• **Action item**
Transcribe word for word the lines spanning the line with "For a GIS import: Serialize" through the end of the records.
*** Opening of The data ***
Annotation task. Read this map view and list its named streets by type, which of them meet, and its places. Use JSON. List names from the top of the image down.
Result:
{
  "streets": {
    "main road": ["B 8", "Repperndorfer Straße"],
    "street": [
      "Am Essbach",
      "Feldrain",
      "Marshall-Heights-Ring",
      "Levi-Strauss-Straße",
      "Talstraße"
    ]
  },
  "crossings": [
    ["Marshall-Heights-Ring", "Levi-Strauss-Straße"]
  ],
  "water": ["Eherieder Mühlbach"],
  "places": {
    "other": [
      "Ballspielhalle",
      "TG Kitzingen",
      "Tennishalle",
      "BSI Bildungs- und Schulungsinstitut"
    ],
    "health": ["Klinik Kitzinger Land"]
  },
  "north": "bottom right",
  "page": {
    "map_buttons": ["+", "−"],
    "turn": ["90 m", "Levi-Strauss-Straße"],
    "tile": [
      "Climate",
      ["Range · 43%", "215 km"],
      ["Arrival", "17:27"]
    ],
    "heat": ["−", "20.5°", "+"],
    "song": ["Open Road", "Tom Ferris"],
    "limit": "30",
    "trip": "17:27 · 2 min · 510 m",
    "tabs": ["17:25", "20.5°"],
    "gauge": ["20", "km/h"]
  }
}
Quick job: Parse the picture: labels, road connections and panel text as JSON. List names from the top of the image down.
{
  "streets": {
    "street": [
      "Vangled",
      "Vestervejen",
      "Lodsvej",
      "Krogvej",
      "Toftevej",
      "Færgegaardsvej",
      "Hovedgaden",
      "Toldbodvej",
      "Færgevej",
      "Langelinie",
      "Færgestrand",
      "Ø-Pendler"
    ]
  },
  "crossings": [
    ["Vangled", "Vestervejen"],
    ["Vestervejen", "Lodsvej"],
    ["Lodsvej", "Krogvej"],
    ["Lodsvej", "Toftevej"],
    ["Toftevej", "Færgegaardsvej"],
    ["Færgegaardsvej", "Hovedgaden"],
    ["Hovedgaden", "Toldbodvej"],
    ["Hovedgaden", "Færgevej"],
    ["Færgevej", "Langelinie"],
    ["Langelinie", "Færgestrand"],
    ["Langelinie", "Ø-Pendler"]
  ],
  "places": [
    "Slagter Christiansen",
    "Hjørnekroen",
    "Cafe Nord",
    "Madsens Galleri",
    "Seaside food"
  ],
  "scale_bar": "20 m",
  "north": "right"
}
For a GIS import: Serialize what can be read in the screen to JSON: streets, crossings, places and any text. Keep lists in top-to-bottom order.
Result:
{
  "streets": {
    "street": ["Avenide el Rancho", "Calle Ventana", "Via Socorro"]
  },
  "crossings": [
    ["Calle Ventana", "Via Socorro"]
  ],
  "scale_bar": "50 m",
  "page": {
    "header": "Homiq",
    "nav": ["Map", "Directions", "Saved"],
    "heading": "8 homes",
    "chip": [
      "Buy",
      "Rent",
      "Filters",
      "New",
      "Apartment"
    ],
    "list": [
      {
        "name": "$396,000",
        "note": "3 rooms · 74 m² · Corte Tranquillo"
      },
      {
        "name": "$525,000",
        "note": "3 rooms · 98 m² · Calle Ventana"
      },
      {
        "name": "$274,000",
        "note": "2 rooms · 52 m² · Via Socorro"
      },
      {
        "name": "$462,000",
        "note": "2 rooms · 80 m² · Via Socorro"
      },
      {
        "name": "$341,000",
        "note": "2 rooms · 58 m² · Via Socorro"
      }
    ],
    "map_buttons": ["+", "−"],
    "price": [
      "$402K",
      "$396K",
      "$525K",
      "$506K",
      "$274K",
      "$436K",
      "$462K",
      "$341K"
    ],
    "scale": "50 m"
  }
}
*** Close of The data ***
• **Response**
For a GIS import: Serialize what can be read in the screen to JSON: streets, crossings, places and any text. Keep lists in top-to-bottom order.
Result:
{
  "streets": {
    "street": ["Avenide el Rancho", "Calle Ventana", "Via Socorro"]
  },
  "crossings": [
    ["Calle Ventana", "Via Socorro"]
  ],
  "scale_bar": "50 m",
  "page": {
    "header": "Homiq",
    "nav": ["Map", "Directions", "Saved"],
    "heading": "8 homes",
    "chip": [
      "Buy",
      "Rent",
      "Filters",
      "New",
      "Apartment"
    ],
    "list": [
      {
        "name": "$396,000",
        "note": "3 rooms · 74 m² · Corte Tranquillo"
      },
      {
        "name": "$525,000",
        "note": "3 rooms · 98 m² · Calle Ventana"
      },
      {
        "name": "$274,000",
        "note": "2 rooms · 52 m² · Via Socorro"
      },
      {
        "name": "$462,000",
        "note": "2 rooms · 80 m² · Via Socorro"
      },
      {
        "name": "$341,000",
        "note": "2 rooms · 58 m² · Via Socorro"
      }
    ],
    "map_buttons": ["+", "−"],
    "price": [
      "$402K",
      "$396K",
      "$525K",
      "$506K",
      "$274K",
      "$436K",
      "$462K",
      "$341K"
    ],
    "scale": "50 m"
  }
}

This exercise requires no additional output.